Escribió Pablo VI: “Nuestra época conoce numerosos obstáculos, de entre los cuales nos contentamos con mencionar la falta de fervor. Es tanto más grave cuanto que viene del interior; se manifiesta en la fatiga y el desencanto, la rutina y el desinterés, y sobre todo en la falta de alegría y de esperanza”. Y frente a ello exhortaba, principalmente a los que tienen la tarea de evangelizar en alimentar en ellos el fervor del Espíritu. Y señalaba como ejemplo a san Juan Bautista, del que nos habla el evangelio de hoy.
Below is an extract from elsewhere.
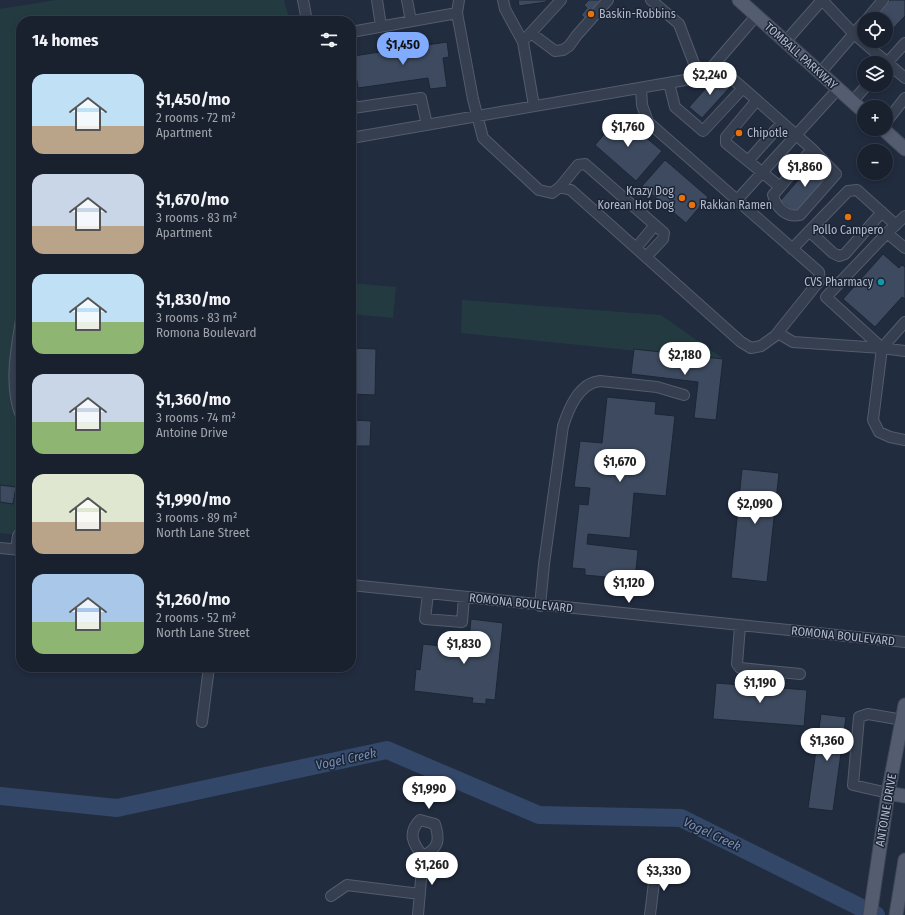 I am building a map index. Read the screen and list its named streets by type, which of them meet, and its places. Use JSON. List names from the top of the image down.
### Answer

Se refería el Papa, al hablar del Precursor, a un “aliento interior que nadie ni nada sabría explicar”. Conocemos, aunque no aparezca en el texto de este domingo, que fueron multitudes las que se acercaron a las orillas del Jordán para escuchar a aquel profeta que, desde el desierto, anunciaba la cercanía de Cristo. Juan el Bautista fue arrastrado por una fuerza interior y él mismo, con su vida y sus enseñanzas, se convirtió en un signo de esperanza. Si pensamos en el Precursor vemos que cultivó el don de Dios en el silencio interior, que a su vez era custodiado por el silencio del desierto. Pero aquel no fue un silencio infecundo. Podríamos decir que Juan se llenó interiormente para después entregarse del todo.
Así, el evangelio de hoy nos habla en dos direcciones. Por una parte está el mensaje de Juan, que nos exhorta a preparar un camino para el Señor. Sabemos que él viene a salvarnos, pero que también quiere que nosotros nos preparemos a recibirlo. Juan nos llama a dejarnos tocar por la misericordia de Dios, a quitar las resistencias que podamos tener. Pero también hoy se nos anima a, como Juan, dar testimonio de nuestra esperanza. ¿Qué atraía de aquel hombre que vivía austeramente? Seguramente la gente veía que sus palabras quedaban corroboradas por su misma vida y que, por tanto, lo que anunciaba encontraba alguna confirmación en su mismo modo de comportarse. La palabra que anunciaba también le transformaba a él. No era un discurso improvisado o simplemente aprendido que se contentaba con repetir. Lo que anunciaba configuraba su misma vida.
En un sentido parecido nos habla el apóstol san Pablo. Él, abocado totalmente al anuncio del evangelio, señala: “Esta es nuestra confianza: que el que ha inaugurado entre vosotros una empresa buena, la llevará adelante hasta el día de Cristo Jesús”. El apóstol habla de dos cosas íntimamente unidas. Por una parte nos recuerda que nuestra esperanza está puesta en el día de Cristo, hacia el que avanzamos unidos a toda la Iglesia. Por otra parte nos señala que en ese prepararnos para el encuentro con el Señor somos acompañados por él, por su gracia. Ello da fundamento a nuestra esperanza y, al mismo tiempo, permite que crezca cada día.
Y en ese mismo sentido el apóstol señala un camino para crecer en la esperanza. Es lo que él pide al Señor para sus amigos y que nosotros también hemos de pedir: que nuestra “comunidad de amor siga creciendo más en penetración y en sensibilidad para apreciar los valores”. La esperanza es la de toda la Iglesia. Y la relación de amor entre los cristianos ayuda a comprender mejor los signos de los tiempos y a afianzarnos en las promesas de Cristo.
Que la Virgen María y san José que esperaron juntos el nacimiento de Jesús nos ayuden durante estos días.